Selon la CEIS, si "les opérations de blanchiment d'argent sont traditionnellement associées aux paradis fiscaux (...), le pays le plus recherché par les cybercriminels n'apparaît sur aucune liste noire de l'OCDE". Et pour cause ! Il s'agit des Etats-Unis. Ou plus précisément d'une quinzaine de ses Etats dont la législation très permissive favorise le développement de la cybercriminalité. Les auteurs de ce livre blanc pointent notamment du doigt les plus libéraux d'entre eux : le Delaware, la Californie, la Floride et l'Etat de New York.

Les textes qui y encadrent la création de sociétés à "responsabilité limitée" offrent aux "hackers" et autres spécialistes du piratage informatiques une liberté très appréciable :"n'importe quelle personne, résidant hors des ou aux Etats-Unis, peut créer sa propre société en 24 heures sur Internet. Il suffit de remplir un formulaire. La création d'une société au Delaware coûte ainsi 129 dollars", souligne la CEIS.

Selon le rapport, "ces sociétés écrans sont légalement enregistrées par un agent sur place qui n'est astreint à aucune responsabilité, que ce soit en termes de surveillance d'éventuelles activités illicites ou de signalement aux autorités en cas de soupçons". Les experts de la CEIS ont recensé quatorze Etats dans lesquels ces sociétés fictives sont autorisées à garder secret le nom de leurs membres ou propriétaires. 

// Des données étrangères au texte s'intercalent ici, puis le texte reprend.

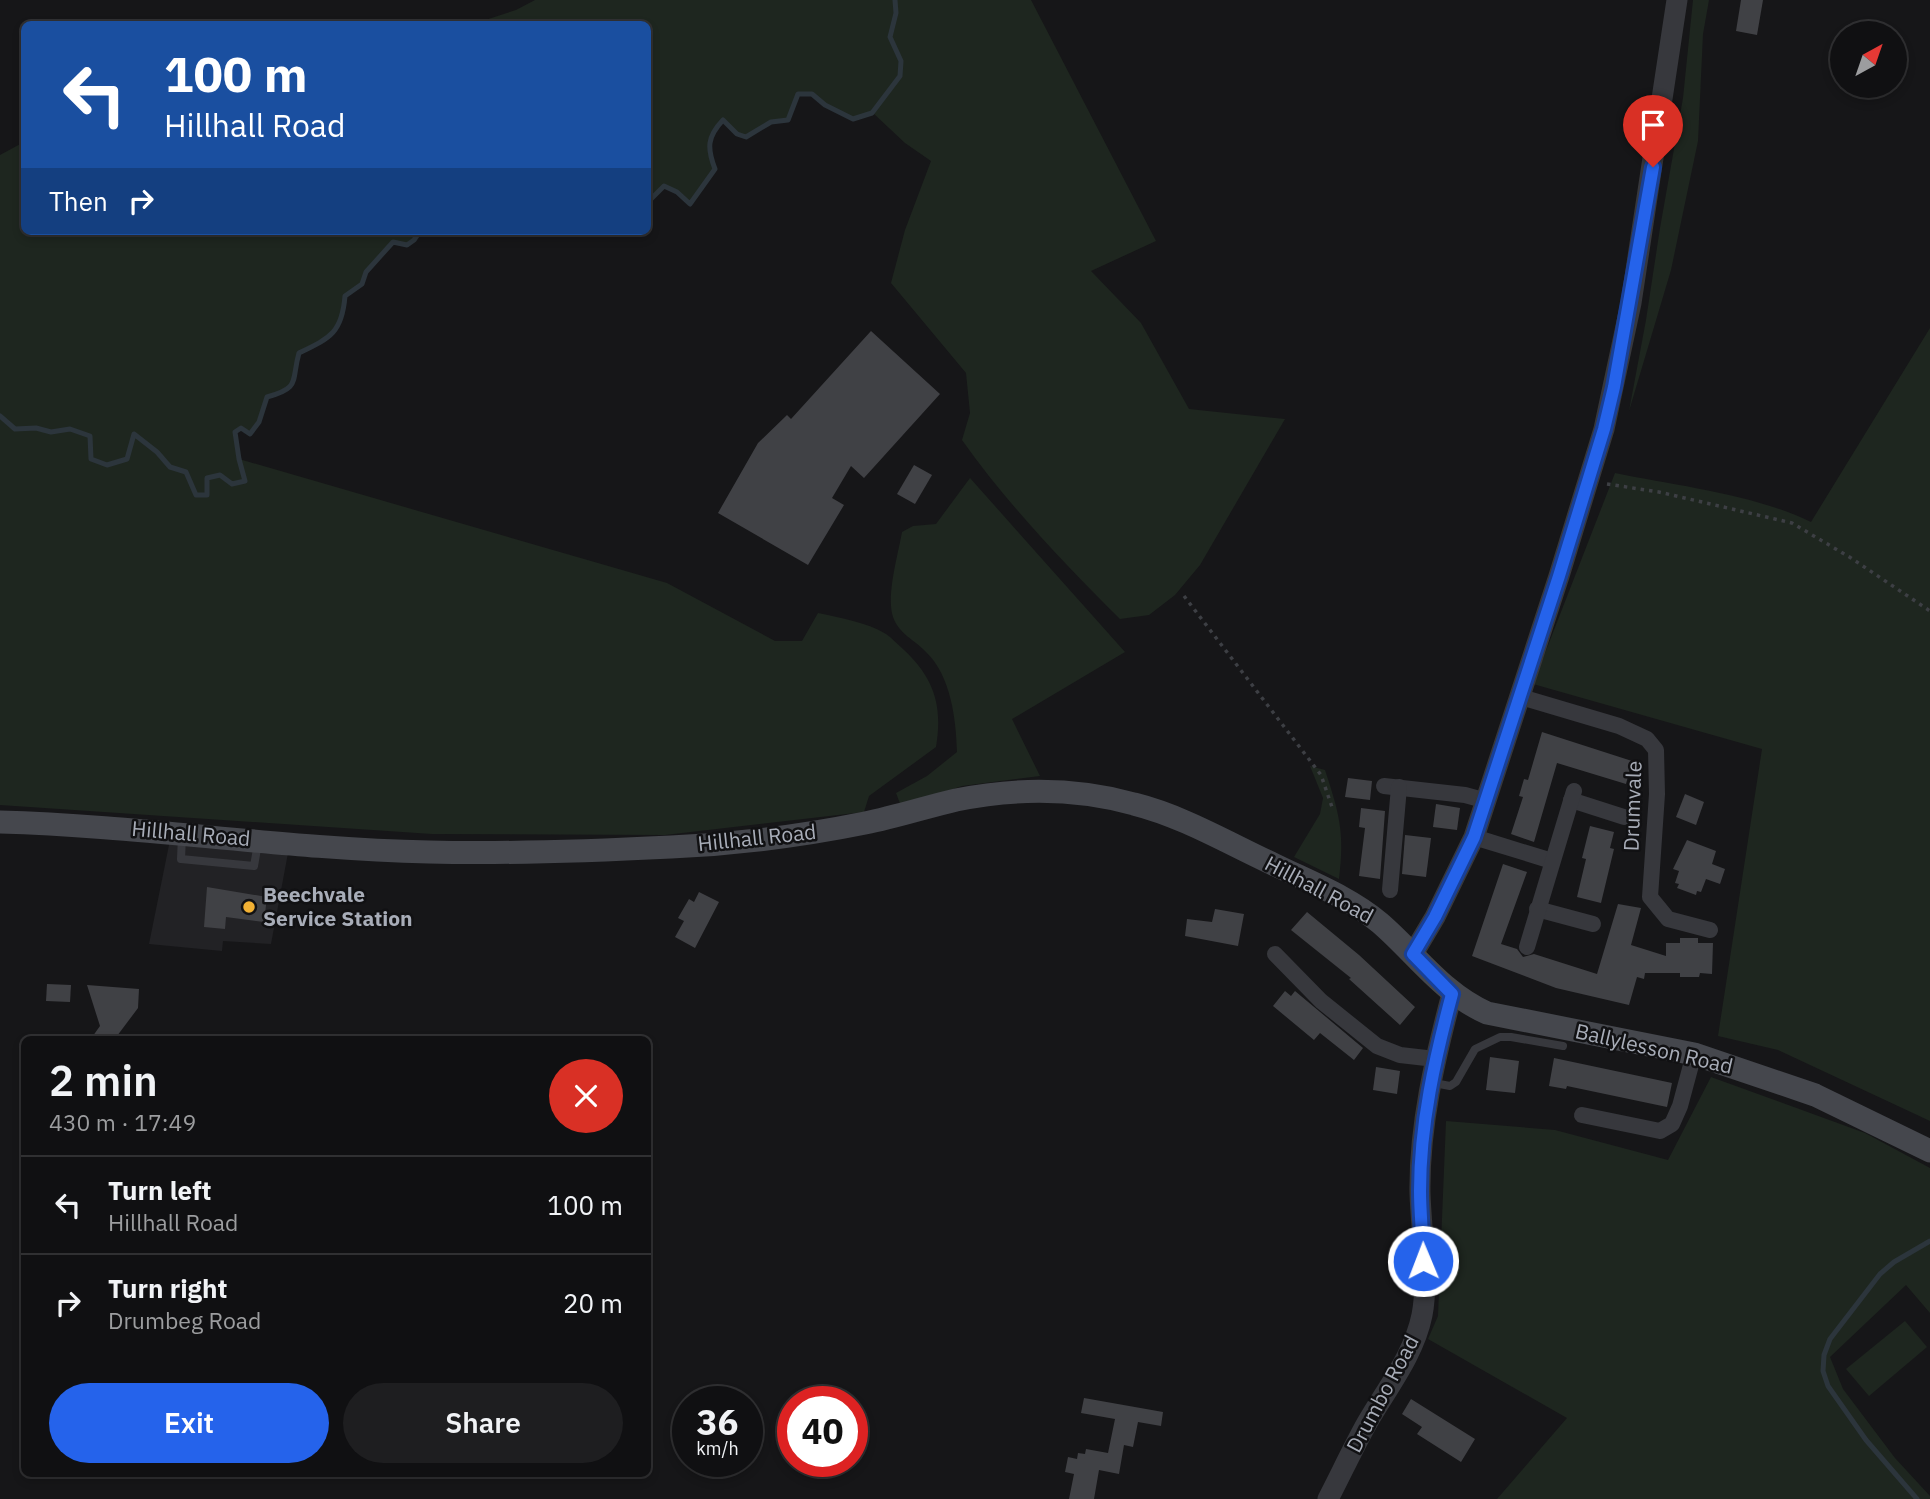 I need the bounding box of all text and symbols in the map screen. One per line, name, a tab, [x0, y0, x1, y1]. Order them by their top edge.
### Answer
north arrow	[1830, 21, 1908, 98]
map controls	[1830, 21, 1907, 98]
text: 100 m	[164, 42, 308, 105]
icon: left	[49, 49, 140, 140]
pin	[1623, 95, 1683, 167]
text: Hillhall Road	[164, 104, 346, 146]
icon: arrive	[1634, 106, 1672, 144]
icon: right	[122, 182, 160, 220]
text: Then	[49, 184, 108, 218]
street label: Drumvale	[1616, 760, 1648, 852]
street label: Hillhall Road	[131, 814, 252, 852]
street label: Hillhall Road	[696, 817, 818, 857]
street label: Hillhall Road	[1260, 849, 1379, 929]
place label: Beechvale Service Station	[263, 880, 413, 932]
marker: Beechvale Service Station	[241, 899, 257, 915]
street label: Ballylesson Road	[1573, 1016, 1736, 1080]
text: 2 min	[49, 1053, 158, 1108]
button: close	[549, 1059, 623, 1133]
text: 430 m · 17:49	[49, 1107, 196, 1137]
text: Turn left	[108, 1173, 211, 1207]
icon: left	[49, 1186, 87, 1224]
text: 100 m	[547, 1188, 623, 1222]
text: Hillhall Road	[108, 1207, 238, 1237]
position arrow	[1386, 1224, 1460, 1298]
text: Turn right	[108, 1271, 227, 1305]
icon: right	[49, 1284, 87, 1322]
text: 20 m	[563, 1286, 623, 1320]
text: Drumbeg Road	[108, 1305, 261, 1335]
street label: Drumbo Road	[1339, 1330, 1425, 1457]
button: Exit	[49, 1383, 329, 1463]
button: Share	[343, 1383, 623, 1463]
speed limit sign: 40	[777, 1386, 868, 1477]
text: 36	[696, 1399, 739, 1445]
text: km/h	[696, 1437, 739, 1460] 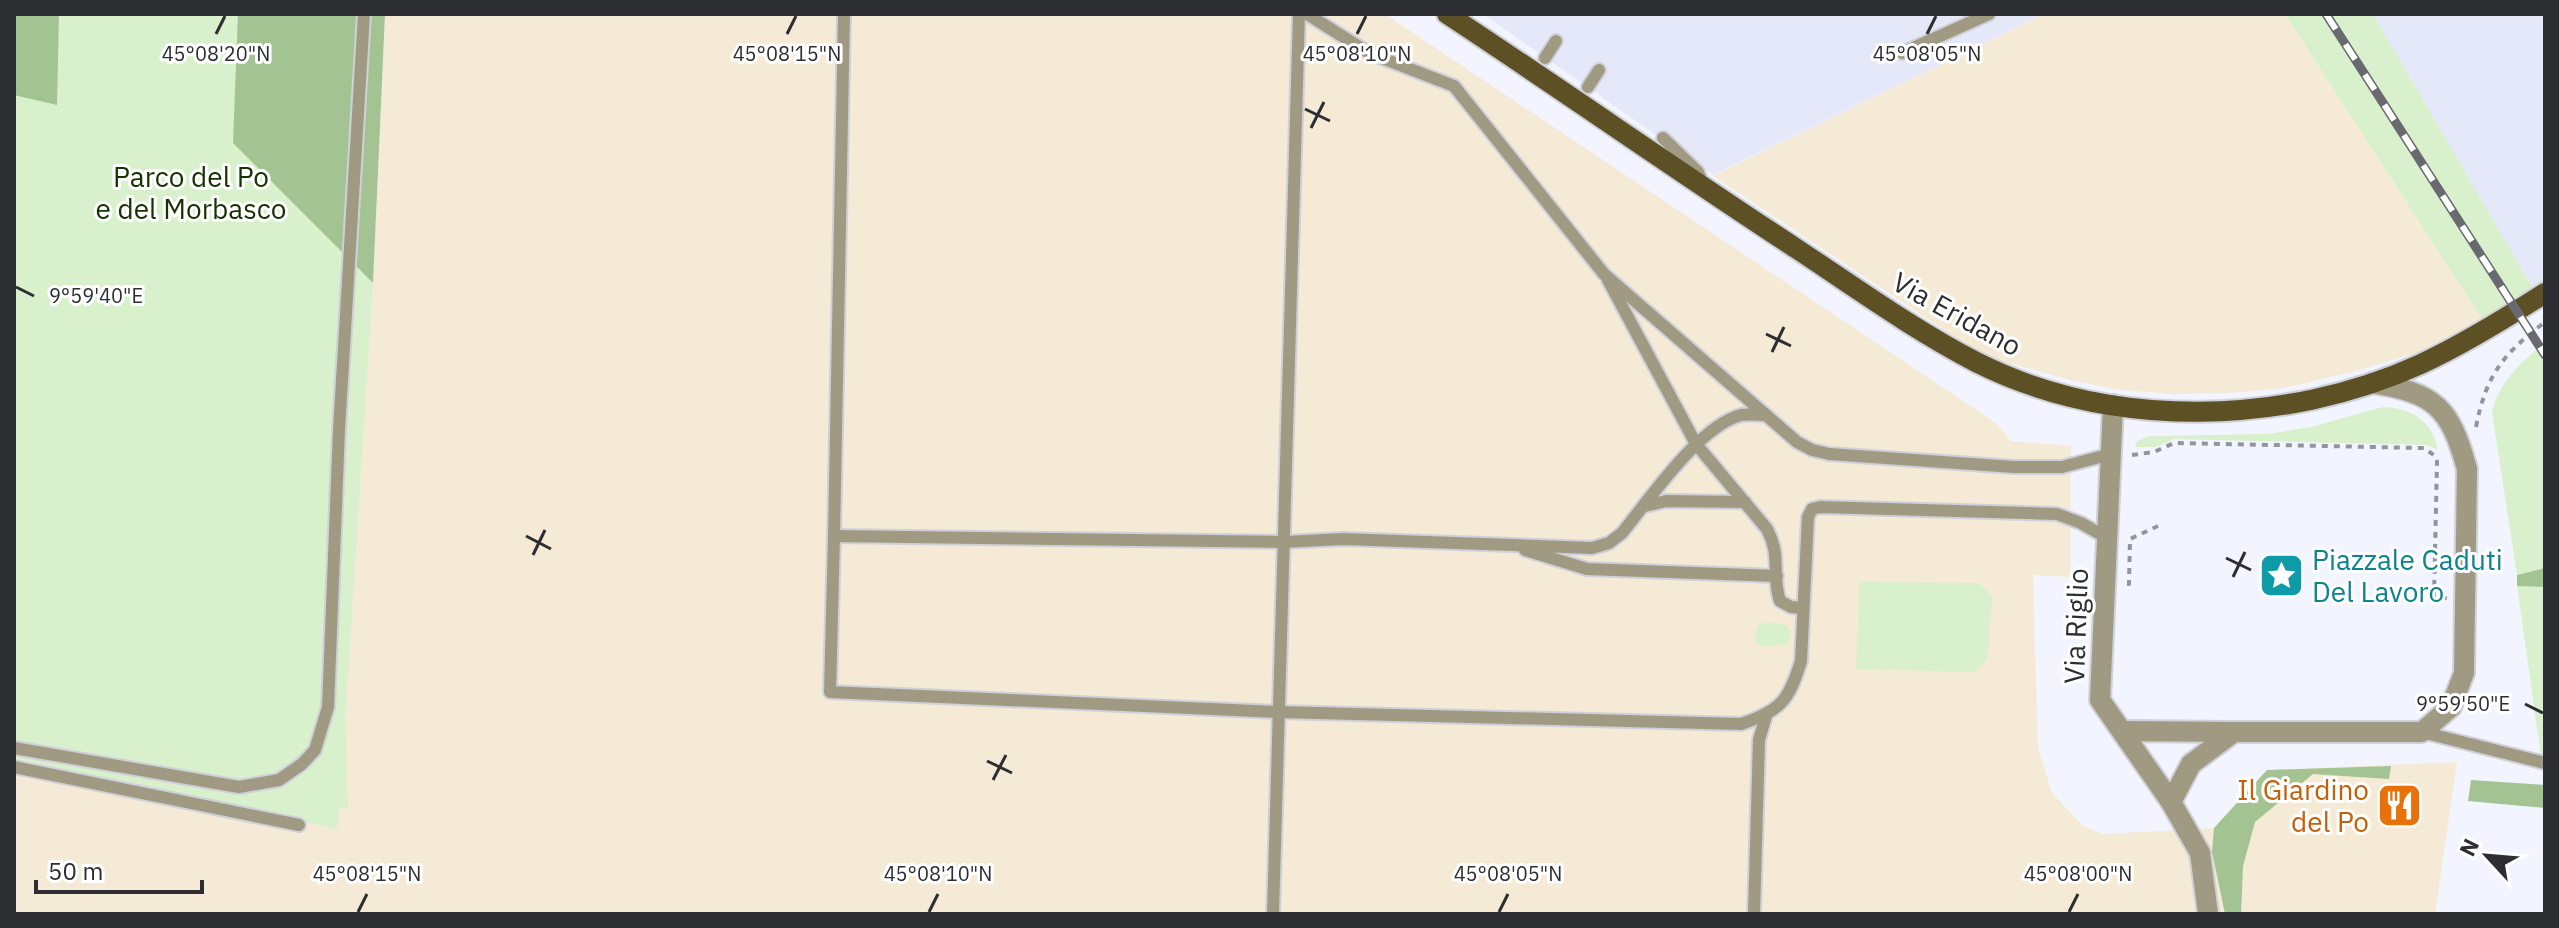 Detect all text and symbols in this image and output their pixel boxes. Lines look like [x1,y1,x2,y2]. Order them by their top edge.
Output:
text: 45°08'20"N [162,40,270,67]
text: 45°08'15"N [733,40,841,67]
text: 45°08'10"N [1303,40,1411,67]
text: 45°08'05"N [1873,40,1981,67]
park label: Parco del Po e del Morbasco [96,158,286,227]
street label: Via Eridano [1886,263,2028,364]
text: 9°59'40"E [49,282,143,309]
place label: Piazzale Caduti Del Lavoro [2312,541,2503,610]
place icon: Piazzale Caduti Del Lavoro [2257,552,2305,600]
street label: Via Riglio [2055,568,2096,684]
text: 9°59'50"E [2416,690,2510,717]
place label: Il Giardino del Po [2237,771,2369,840]
restaurant icon: Il Giardino del Po [2376,782,2424,830]
north arrow [2447,816,2527,896]
text: N [2452,833,2485,861]
scale bar [36,844,202,894]
text: 50 m [48,855,103,887]
text: 45°08'15"N [313,860,421,887]
text: 45°08'10"N [884,860,992,887]
text: 45°08'05"N [1454,860,1562,887]
text: 45°08'00"N [2024,860,2132,887]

"Une fois la société enregistrée, l'agent ouvre un compte bancaire aux Etats-Unis pour son client" et "les virements effectués transitent vers des succursales de banques internationales à New York puis sont rapatriés vers l'étranger", explique le Livre blanc. Les cybercriminels peuvent même, apparemment sans prendre de grand risque, blanchir leurs gains : "la société écran permet de faire passer ces numéraires pour des revenus issus d'une activité économique réelle et la succession de virements bancaires internationaux ne permet pas de remonter à la source", assure la CEIS.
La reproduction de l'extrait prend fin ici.